• [ACTIVITY]: Filter the entries below, keeping only lines with the word "white".

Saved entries
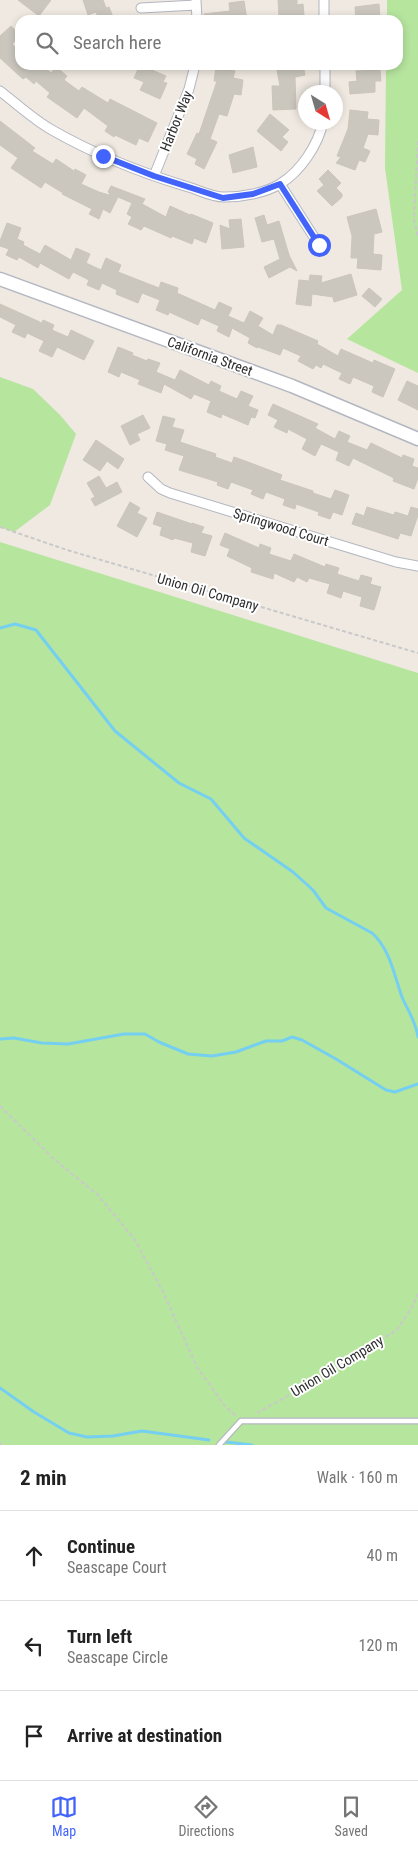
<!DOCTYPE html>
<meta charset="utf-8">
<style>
:root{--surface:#fff;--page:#f2f2f2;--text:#222;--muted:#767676;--line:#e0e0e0;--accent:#4264fb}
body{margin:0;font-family:"Roboto Condensed",sans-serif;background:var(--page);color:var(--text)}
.compass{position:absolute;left:298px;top:85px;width:45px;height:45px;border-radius:50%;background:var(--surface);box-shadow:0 2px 8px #0003;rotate:143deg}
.stop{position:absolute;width:15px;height:15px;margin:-11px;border:4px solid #4264fb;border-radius:50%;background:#fff}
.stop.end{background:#4264fb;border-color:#fff;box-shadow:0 1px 5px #0008}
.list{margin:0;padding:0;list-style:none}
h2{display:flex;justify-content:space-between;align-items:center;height:65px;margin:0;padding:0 20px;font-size:21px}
h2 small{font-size:16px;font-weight:400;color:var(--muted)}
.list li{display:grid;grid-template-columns:32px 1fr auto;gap:15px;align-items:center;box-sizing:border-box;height:90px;padding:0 20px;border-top:1px solid var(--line)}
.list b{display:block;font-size:19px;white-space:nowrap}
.list p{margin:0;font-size:16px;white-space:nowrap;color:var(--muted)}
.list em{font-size:16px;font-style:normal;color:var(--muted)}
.icon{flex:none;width:28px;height:28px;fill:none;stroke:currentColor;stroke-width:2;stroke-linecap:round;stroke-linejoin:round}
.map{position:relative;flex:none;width:418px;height:1445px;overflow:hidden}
.search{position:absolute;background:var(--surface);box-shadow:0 2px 8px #0003;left:15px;right:15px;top:15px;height:55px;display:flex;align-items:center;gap:12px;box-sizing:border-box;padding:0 18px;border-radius:15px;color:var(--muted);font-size:19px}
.sheet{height:335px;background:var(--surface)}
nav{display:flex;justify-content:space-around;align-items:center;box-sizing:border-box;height:70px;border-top:1px solid var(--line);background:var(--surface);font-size:14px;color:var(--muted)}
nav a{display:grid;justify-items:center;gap:2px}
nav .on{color:var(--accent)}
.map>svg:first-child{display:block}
.green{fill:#b6e59e}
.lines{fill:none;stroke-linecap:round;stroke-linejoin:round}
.stream{stroke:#75cff0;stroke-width:3}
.building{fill:#cbc7bf;stroke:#cbc5ba}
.lane-casing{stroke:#b4b7c1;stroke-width:7}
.street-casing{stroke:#b4b7c1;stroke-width:11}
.secondary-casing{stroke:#b4b7c1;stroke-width:15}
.path{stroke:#c9c9c9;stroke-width:2;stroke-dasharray:4 2.5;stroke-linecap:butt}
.lane{stroke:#fff;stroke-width:4.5}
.street{stroke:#fff;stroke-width:9}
.secondary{stroke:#fff;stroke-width:12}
.route{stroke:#4264fb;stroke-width:6}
.labels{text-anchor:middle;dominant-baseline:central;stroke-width:4;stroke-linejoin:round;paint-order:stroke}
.street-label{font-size:14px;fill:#2e2e2e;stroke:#fff}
</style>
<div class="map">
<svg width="418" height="1445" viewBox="0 0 418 1445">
<rect width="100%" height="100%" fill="#efe9e1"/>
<path class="green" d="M387,0H418V373L347,339L402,290L385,168L386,65H398V20H387Z
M0,377L33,389L60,415L76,434L50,505L14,532L0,527Z
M0,542L418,673V1445H0Z"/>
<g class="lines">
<path class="stream" d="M0,628L15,624L36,630L115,731L179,783L211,799L244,838L293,872L313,890L326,908L372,933C390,949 394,975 402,997C408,1011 416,1022 418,1037
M0,1039L14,1038L42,1043L68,1044L124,1034H145L159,1042L188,1054L212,1056L236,1052L266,1041H282L292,1037L302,1040L336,1059L386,1090L395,1092L418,1084
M0,1388L34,1412L69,1433L87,1437L113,1436L142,1431L209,1440
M226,1442L252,1445"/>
</g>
<path class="building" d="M18,0H51L39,16Z
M83,0H103L106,8L109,7L113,17L99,20L96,12L88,15Z
M278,0H297V5L303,4L304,15L279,17Z
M244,1L247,20H204V14L230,11L229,3Z
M379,4L380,19L356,20L355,7Z
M11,26L20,35L12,44L20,52V65H42L51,73L56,67L67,76L64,80L79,91L82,87L108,103L110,99L157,123L148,142L139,138L136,145L115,135L114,137L105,131L108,126L84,108L77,118L47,97L50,93L36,81L34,84L26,77L23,79L0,58V36Z
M140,65L166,76L163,82L167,83L160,99L140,90L144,82L134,78Z
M276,65H303L305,75L295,77L296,109L273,110L272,86H280Z
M216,68L235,71L233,78L243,80L241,95L234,94L227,116L219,114L210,139L217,142L204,169L195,164L197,159L187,154L197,133L199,134L217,81H214Z
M380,70L381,81H375V92L350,94L349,82L357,81L356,71Z
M350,110L368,112L367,119L379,120L378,135L368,134L363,148L370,151L365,162L359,160L355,170L336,163L341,157L337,156L348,129Z
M270,114L289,130L282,137L288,142L281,151L257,131Z
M0,121L35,148L32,151L53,164L56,159L74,171L75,169L86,175L81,184L99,192L109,195L110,193L108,192L111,186L145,199L142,204L166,217L170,206L190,215L191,214L213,223L206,243L194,238L192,244L172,236L171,238L144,226L141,230L128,224L132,217L127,214L132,203L118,197L110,213L103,209L99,219L89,214L92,209L62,194L63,193L45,182L41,188L11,168L18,158L0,145Z
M253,147L257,167L233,173L229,155Z
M328,170L341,183L336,188L342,194V197L332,206L317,191L324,185L319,179Z
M376,209L382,232L374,234L373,254L382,255L381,270L357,268L358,258H351L352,236L347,217Z
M264,215L267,225L279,221L289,255L297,271L290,267L269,278L264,267L280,259L274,239L262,242L255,218Z
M241,219L244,247L222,249L220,225L230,229L229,220Z
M7,223L21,228L17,239L24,242L23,245L40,254L45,245L71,260L76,248L90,254L86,263L101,270L106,258L121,265L118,272L159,288L161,282L178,288L177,293L215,310L219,302L232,308L228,316L244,323L250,311L263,318L258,326L273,335L277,325H281L318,341L317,344L338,356L341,349L373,363L374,360L395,369L383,397L372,392L374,386L353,377L350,384L339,379L342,373L323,364L321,368L316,365L313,369L298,361L301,356L283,348L280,355L258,347L257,348L248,343L250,338L232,328L229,337L217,331L219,326L201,318L198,325L169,312L168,315L156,310L160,300L142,293L138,303L116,294L117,290L102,283L99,290L87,285L89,280L73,272L69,279L40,263L38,268L19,257L17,260L6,255L9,249L0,246V241Z
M351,274L357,295L334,302L333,297L312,294L311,306L296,304L299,280L309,281L310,275L322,276L321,283Z
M369,288L382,299L375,307L362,296Z
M0,304L42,323L43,320L54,325L52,330L68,337L71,330L94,341L84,360L57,347L52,357L39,351L44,341L27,333L25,338L12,332L16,325L0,317Z
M118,347L133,353L132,355L147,361L148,359L160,363L156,372L175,380L180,370L209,385L211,381L221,386L219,391L237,399L241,391L253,396L248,406L258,410L255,418L251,417L248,425L222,414L221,418L207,412L211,401L194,394L191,399L164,384L161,393L138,384L140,380L121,372L119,377L108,372Z
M407,381L418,386V410L398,400Z
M273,404L318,424L315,428L335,439L339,431L350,436L347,442L367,450L371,443L402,458L403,455L414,459L412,466L418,468V478L414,489L393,481L394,478L353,458L349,466L336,460L339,452L321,444L315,456L302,449L307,439L288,429L287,433L274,427L278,420L268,415Z
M143,415L150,428L137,434L140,440L130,445L121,426Z
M163,416L175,419L172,427L184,430L180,442L216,454L215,457L232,463L234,457L248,462L282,475L280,480L313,491V493L331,499L335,490L349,495L342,515L333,512L330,519L318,515L319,512L296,504L295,509L283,505L285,499L266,492L263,499L251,494L253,490L231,482L228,489L217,485L218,482L179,470L184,456L165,450L167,444L156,441Z
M96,440L124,459L118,469L107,461L100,471L83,460Z
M99,476L106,488L117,482L122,492L95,506L91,499L95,497L87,483Z
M130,502L140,508L137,513L147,518L137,537L117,526Z
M367,507L394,515L395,512L408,516L411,507L418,509V515L411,536L400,533L398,539L352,524L356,513L364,516Z
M157,512L192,524V523L204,527L201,533L212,536L205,556L191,552L193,543L174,538L173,540L160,535L162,527L153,524Z
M225,533L259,548L260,544L271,548L269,554L291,561L294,554L325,567L326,564L339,568L337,574L359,581L361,575L372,578L370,584L381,587L374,610L360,606L362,597L343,591L341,598L327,593L330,584L309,578L307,582L297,577L294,582L274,573L273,579L251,572L252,568L227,556L230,549L220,545Z"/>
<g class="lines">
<g class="lane-casing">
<path id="lane" d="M219,1445L241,1421H418"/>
</g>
<g class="street-casing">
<path id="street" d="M196,0L197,20
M324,0V20
M141,8L196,5
M325,65V92
M0,91C17,104 34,120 52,130C94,154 139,172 185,186C197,189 213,198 225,197C243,197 265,193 280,184C301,171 318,145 323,122
M154,176L189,89L195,65
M280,184L319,245
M148,477L161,489L170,493L396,562L418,566"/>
</g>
<g class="secondary-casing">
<path id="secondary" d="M0,279L292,386L418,439"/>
</g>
<path class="path" d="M418,141L414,219L418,237
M0,527L67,550L418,653
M0,1106L56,1161L98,1195L135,1240L163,1292L197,1367L225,1406L236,1416
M257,1413L311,1383L397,1330L414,1304L418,1294
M0,1442L1,1445"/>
<use href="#lane" class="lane"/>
<use href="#street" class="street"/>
<use href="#secondary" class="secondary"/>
</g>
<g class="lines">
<path class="route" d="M103,156L154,176L223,198L253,194L280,184L319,245"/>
</g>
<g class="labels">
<g class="street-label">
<text transform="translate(176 121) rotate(-68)">Harbor Way</text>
<text transform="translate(210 356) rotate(20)">California Street</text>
<text transform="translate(281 527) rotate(17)">Springwood Court</text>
<text transform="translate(208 592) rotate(16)">Union Oil Company</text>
<text transform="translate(337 1366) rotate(-31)">Union Oil Company</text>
</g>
</g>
</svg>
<svg class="compass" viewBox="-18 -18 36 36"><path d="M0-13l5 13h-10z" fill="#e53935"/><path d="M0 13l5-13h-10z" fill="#767676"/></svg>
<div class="stop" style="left:319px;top:245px"></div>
<div class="stop end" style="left:103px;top:156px"></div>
<div class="search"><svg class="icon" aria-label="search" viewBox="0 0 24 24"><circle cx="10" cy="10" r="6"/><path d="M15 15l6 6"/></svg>Search here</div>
</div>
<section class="sheet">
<h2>2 min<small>Walk · 160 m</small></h2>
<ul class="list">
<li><svg class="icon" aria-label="ahead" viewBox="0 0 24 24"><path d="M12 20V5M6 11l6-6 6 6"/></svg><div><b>Continue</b><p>Seascape Court</p></div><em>40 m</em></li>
<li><svg class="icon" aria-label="left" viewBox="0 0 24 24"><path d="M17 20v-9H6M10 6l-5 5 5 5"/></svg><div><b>Turn left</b><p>Seascape Circle</p></div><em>120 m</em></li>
<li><svg class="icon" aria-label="arrive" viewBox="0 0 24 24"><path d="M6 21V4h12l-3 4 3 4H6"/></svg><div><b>Arrive at destination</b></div></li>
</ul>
</section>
<nav>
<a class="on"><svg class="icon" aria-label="map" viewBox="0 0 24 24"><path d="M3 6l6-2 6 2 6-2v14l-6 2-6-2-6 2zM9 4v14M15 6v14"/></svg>Map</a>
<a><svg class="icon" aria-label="directions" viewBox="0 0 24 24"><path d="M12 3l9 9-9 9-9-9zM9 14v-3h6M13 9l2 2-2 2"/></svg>Directions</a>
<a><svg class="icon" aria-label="saved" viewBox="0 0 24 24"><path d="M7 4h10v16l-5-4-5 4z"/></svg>Saved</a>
</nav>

• [RESULT BELOW]:
.list b{display:block;font-size:19px;white-space:nowrap}
.list p{margin:0;font-size:16px;white-space:nowrap;color:var(--muted)}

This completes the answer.